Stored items
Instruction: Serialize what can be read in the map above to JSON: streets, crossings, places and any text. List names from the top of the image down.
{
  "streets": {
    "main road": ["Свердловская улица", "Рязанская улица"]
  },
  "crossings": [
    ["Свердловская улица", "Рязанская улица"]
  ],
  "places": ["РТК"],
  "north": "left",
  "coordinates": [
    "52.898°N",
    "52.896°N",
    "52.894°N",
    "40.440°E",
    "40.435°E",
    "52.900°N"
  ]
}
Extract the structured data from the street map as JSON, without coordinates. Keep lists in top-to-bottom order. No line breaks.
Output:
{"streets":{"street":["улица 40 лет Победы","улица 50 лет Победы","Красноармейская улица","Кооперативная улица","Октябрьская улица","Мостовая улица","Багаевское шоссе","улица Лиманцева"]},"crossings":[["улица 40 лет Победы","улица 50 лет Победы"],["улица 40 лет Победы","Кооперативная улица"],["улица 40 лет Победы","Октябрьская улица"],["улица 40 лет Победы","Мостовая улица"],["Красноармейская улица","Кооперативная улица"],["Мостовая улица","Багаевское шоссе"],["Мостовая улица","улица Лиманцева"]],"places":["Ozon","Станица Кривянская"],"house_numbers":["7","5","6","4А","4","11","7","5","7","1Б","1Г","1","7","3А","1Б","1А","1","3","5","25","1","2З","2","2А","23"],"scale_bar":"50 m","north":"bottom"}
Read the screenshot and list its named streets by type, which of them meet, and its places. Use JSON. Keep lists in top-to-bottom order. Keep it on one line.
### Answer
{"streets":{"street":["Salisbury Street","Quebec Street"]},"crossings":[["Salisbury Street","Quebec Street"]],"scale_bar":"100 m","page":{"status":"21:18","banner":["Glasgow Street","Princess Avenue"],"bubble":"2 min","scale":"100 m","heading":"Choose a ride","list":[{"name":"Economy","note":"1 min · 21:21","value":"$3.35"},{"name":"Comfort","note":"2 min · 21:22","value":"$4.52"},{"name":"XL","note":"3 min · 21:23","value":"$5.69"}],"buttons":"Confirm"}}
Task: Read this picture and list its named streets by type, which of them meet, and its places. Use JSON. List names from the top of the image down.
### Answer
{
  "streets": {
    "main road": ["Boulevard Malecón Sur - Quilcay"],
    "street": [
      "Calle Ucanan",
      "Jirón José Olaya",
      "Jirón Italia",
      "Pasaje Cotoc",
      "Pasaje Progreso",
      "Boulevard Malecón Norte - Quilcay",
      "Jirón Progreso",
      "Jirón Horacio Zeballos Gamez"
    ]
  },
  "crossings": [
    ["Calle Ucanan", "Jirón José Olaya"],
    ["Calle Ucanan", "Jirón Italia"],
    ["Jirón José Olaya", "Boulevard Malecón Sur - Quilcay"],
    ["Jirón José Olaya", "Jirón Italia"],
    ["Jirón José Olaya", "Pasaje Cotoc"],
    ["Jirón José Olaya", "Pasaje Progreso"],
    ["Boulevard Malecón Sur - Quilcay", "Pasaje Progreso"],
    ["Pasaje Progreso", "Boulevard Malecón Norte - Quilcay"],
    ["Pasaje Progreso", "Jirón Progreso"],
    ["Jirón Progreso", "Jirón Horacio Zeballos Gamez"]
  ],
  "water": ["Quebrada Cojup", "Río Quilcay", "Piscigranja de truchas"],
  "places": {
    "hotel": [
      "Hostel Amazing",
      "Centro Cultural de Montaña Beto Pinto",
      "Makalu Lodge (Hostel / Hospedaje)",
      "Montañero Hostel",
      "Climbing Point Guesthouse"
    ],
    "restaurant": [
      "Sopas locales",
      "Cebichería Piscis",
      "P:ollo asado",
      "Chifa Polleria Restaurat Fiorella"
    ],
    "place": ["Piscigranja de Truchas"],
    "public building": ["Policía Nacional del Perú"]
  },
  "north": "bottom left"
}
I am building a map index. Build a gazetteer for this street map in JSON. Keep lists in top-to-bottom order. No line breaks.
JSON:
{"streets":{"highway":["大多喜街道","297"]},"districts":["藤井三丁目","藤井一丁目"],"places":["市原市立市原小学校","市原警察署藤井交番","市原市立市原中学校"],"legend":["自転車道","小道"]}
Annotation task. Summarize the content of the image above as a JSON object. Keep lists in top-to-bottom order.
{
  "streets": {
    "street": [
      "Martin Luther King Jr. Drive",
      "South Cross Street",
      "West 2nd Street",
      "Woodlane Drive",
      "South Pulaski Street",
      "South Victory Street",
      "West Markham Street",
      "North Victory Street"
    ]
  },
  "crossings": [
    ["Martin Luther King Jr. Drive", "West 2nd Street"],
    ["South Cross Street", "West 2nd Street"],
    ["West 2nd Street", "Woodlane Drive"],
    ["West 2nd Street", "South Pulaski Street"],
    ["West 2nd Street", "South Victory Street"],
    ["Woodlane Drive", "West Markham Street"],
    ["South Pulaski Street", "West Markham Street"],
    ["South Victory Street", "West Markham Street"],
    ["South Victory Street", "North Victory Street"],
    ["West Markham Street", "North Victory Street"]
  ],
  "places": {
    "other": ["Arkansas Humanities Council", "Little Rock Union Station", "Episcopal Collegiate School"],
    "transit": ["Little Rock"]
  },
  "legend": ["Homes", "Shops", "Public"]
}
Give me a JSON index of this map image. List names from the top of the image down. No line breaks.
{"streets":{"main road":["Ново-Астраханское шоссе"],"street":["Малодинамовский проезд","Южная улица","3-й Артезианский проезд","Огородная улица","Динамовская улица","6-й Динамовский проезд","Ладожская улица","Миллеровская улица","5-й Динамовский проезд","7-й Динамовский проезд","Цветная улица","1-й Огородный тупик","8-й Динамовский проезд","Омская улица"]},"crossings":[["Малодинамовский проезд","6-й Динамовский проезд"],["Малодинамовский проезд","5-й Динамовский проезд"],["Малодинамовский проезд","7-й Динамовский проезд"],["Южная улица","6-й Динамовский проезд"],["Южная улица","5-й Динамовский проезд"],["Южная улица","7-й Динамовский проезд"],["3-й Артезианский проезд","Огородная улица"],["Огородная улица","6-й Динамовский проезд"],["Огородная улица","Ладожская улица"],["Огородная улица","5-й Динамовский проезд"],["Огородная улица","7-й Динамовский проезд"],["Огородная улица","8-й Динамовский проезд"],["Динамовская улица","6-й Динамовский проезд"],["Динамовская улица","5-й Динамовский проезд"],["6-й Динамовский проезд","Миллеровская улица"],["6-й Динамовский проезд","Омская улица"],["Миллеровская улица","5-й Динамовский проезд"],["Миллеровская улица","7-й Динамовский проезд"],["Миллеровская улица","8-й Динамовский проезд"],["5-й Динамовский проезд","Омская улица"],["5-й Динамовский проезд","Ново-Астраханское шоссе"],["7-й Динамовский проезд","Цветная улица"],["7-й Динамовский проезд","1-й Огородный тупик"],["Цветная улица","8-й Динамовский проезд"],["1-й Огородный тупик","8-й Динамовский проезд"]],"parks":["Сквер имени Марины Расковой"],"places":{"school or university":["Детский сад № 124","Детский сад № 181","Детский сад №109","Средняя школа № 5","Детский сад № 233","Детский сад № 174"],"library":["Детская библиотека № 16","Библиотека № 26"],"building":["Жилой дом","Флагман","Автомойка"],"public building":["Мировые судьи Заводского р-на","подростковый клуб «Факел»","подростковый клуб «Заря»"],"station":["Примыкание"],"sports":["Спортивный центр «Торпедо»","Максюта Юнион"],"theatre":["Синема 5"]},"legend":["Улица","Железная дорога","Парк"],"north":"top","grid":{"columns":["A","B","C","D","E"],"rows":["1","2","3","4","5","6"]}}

▸ ASSIGNMENT
Word for word, write out the entries above again.

▸ ANSWER TO THE EXERCISE
Instruction: Serialize what can be read in the map above to JSON: streets, crossings, places and any text. List names from the top of the image down.
{
  "streets": {
    "main road": ["Свердловская улица", "Рязанская улица"]
  },
  "crossings": [
    ["Свердловская улица", "Рязанская улица"]
  ],
  "places": ["РТК"],
  "north": "left",
  "coordinates": [
    "52.898°N",
    "52.896°N",
    "52.894°N",
    "40.440°E",
    "40.435°E",
    "52.900°N"
  ]
}
Extract the structured data from the street map as JSON, without coordinates. Keep lists in top-to-bottom order. No line breaks.
Output:
{"streets":{"street":["улица 40 лет Победы","улица 50 лет Победы","Красноармейская улица","Кооперативная улица","Октябрьская улица","Мостовая улица","Багаевское шоссе","улица Лиманцева"]},"crossings":[["улица 40 лет Победы","улица 50 лет Победы"],["улица 40 лет Победы","Кооперативная улица"],["улица 40 лет Победы","Октябрьская улица"],["улица 40 лет Победы","Мостовая улица"],["Красноармейская улица","Кооперативная улица"],["Мостовая улица","Багаевское шоссе"],["Мостовая улица","улица Лиманцева"]],"places":["Ozon","Станица Кривянская"],"house_numbers":["7","5","6","4А","4","11","7","5","7","1Б","1Г","1","7","3А","1Б","1А","1","3","5","25","1","2З","2","2А","23"],"scale_bar":"50 m","north":"bottom"}
Read the screenshot and list its named streets by type, which of them meet, and its places. Use JSON. Keep lists in top-to-bottom order. Keep it on one line.
### Answer
{"streets":{"street":["Salisbury Street","Quebec Street"]},"crossings":[["Salisbury Street","Quebec Street"]],"scale_bar":"100 m","page":{"status":"21:18","banner":["Glasgow Street","Princess Avenue"],"bubble":"2 min","scale":"100 m","heading":"Choose a ride","list":[{"name":"Economy","note":"1 min · 21:21","value":"$3.35"},{"name":"Comfort","note":"2 min · 21:22","value":"$4.52"},{"name":"XL","note":"3 min · 21:23","value":"$5.69"}],"buttons":"Confirm"}}
Task: Read this picture and list its named streets by type, which of them meet, and its places. Use JSON. List names from the top of the image down.
### Answer
{
  "streets": {
    "main road": ["Boulevard Malecón Sur - Quilcay"],
    "street": [
      "Calle Ucanan",
      "Jirón José Olaya",
      "Jirón Italia",
      "Pasaje Cotoc",
      "Pasaje Progreso",
      "Boulevard Malecón Norte - Quilcay",
      "Jirón Progreso",
      "Jirón Horacio Zeballos Gamez"
    ]
  },
  "crossings": [
    ["Calle Ucanan", "Jirón José Olaya"],
    ["Calle Ucanan", "Jirón Italia"],
    ["Jirón José Olaya", "Boulevard Malecón Sur - Quilcay"],
    ["Jirón José Olaya", "Jirón Italia"],
    ["Jirón José Olaya", "Pasaje Cotoc"],
    ["Jirón José Olaya", "Pasaje Progreso"],
    ["Boulevard Malecón Sur - Quilcay", "Pasaje Progreso"],
    ["Pasaje Progreso", "Boulevard Malecón Norte - Quilcay"],
    ["Pasaje Progreso", "Jirón Progreso"],
    ["Jirón Progreso", "Jirón Horacio Zeballos Gamez"]
  ],
  "water": ["Quebrada Cojup", "Río Quilcay", "Piscigranja de truchas"],
  "places": {
    "hotel": [
      "Hostel Amazing",
      "Centro Cultural de Montaña Beto Pinto",
      "Makalu Lodge (Hostel / Hospedaje)",
      "Montañero Hostel",
      "Climbing Point Guesthouse"
    ],
    "restaurant": [
      "Sopas locales",
      "Cebichería Piscis",
      "P:ollo asado",
      "Chifa Polleria Restaurat Fiorella"
    ],
    "place": ["Piscigranja de Truchas"],
    "public building": ["Policía Nacional del Perú"]
  },
  "north": "bottom left"
}
I am building a map index. Build a gazetteer for this street map in JSON. Keep lists in top-to-bottom order. No line breaks.
JSON:
{"streets":{"highway":["大多喜街道","297"]},"districts":["藤井三丁目","藤井一丁目"],"places":["市原市立市原小学校","市原警察署藤井交番","市原市立市原中学校"],"legend":["自転車道","小道"]}
Annotation task. Summarize the content of the image above as a JSON object. Keep lists in top-to-bottom order.
{
  "streets": {
    "street": [
      "Martin Luther King Jr. Drive",
      "South Cross Street",
      "West 2nd Street",
      "Woodlane Drive",
      "South Pulaski Street",
      "South Victory Street",
      "West Markham Street",
      "North Victory Street"
    ]
  },
  "crossings": [
    ["Martin Luther King Jr. Drive", "West 2nd Street"],
    ["South Cross Street", "West 2nd Street"],
    ["West 2nd Street", "Woodlane Drive"],
    ["West 2nd Street", "South Pulaski Street"],
    ["West 2nd Street", "South Victory Street"],
    ["Woodlane Drive", "West Markham Street"],
    ["South Pulaski Street", "West Markham Street"],
    ["South Victory Street", "West Markham Street"],
    ["South Victory Street", "North Victory Street"],
    ["West Markham Street", "North Victory Street"]
  ],
  "places": {
    "other": ["Arkansas Humanities Council", "Little Rock Union Station", "Episcopal Collegiate School"],
    "transit": ["Little Rock"]
  },
  "legend": ["Homes", "Shops", "Public"]
}
Give me a JSON index of this map image. List names from the top of the image down. No line breaks.
{"streets":{"main road":["Ново-Астраханское шоссе"],"street":["Малодинамовский проезд","Южная улица","3-й Артезианский проезд","Огородная улица","Динамовская улица","6-й Динамовский проезд","Ладожская улица","Миллеровская улица","5-й Динамовский проезд","7-й Динамовский проезд","Цветная улица","1-й Огородный тупик","8-й Динамовский проезд","Омская улица"]},"crossings":[["Малодинамовский проезд","6-й Динамовский проезд"],["Малодинамовский проезд","5-й Динамовский проезд"],["Малодинамовский проезд","7-й Динамовский проезд"],["Южная улица","6-й Динамовский проезд"],["Южная улица","5-й Динамовский проезд"],["Южная улица","7-й Динамовский проезд"],["3-й Артезианский проезд","Огородная улица"],["Огородная улица","6-й Динамовский проезд"],["Огородная улица","Ладожская улица"],["Огородная улица","5-й Динамовский проезд"],["Огородная улица","7-й Динамовский проезд"],["Огородная улица","8-й Динамовский проезд"],["Динамовская улица","6-й Динамовский проезд"],["Динамовская улица","5-й Динамовский проезд"],["6-й Динамовский проезд","Миллеровская улица"],["6-й Динамовский проезд","Омская улица"],["Миллеровская улица","5-й Динамовский проезд"],["Миллеровская улица","7-й Динамовский проезд"],["Миллеровская улица","8-й Динамовский проезд"],["5-й Динамовский проезд","Омская улица"],["5-й Динамовский проезд","Ново-Астраханское шоссе"],["7-й Динамовский проезд","Цветная улица"],["7-й Динамовский проезд","1-й Огородный тупик"],["Цветная улица","8-й Динамовский проезд"],["1-й Огородный тупик","8-й Динамовский проезд"]],"parks":["Сквер имени Марины Расковой"],"places":{"school or university":["Детский сад № 124","Детский сад № 181","Детский сад №109","Средняя школа № 5","Детский сад № 233","Детский сад № 174"],"library":["Детская библиотека № 16","Библиотека № 26"],"building":["Жилой дом","Флагман","Автомойка"],"public building":["Мировые судьи Заводского р-на","подростковый клуб «Факел»","подростковый клуб «Заря»"],"station":["Примыкание"],"sports":["Спортивный центр «Торпедо»","Максюта Юнион"],"theatre":["Синема 5"]},"legend":["Улица","Железная дорога","Парк"],"north":"top","grid":{"columns":["A","B","C","D","E"],"rows":["1","2","3","4","5","6"]}}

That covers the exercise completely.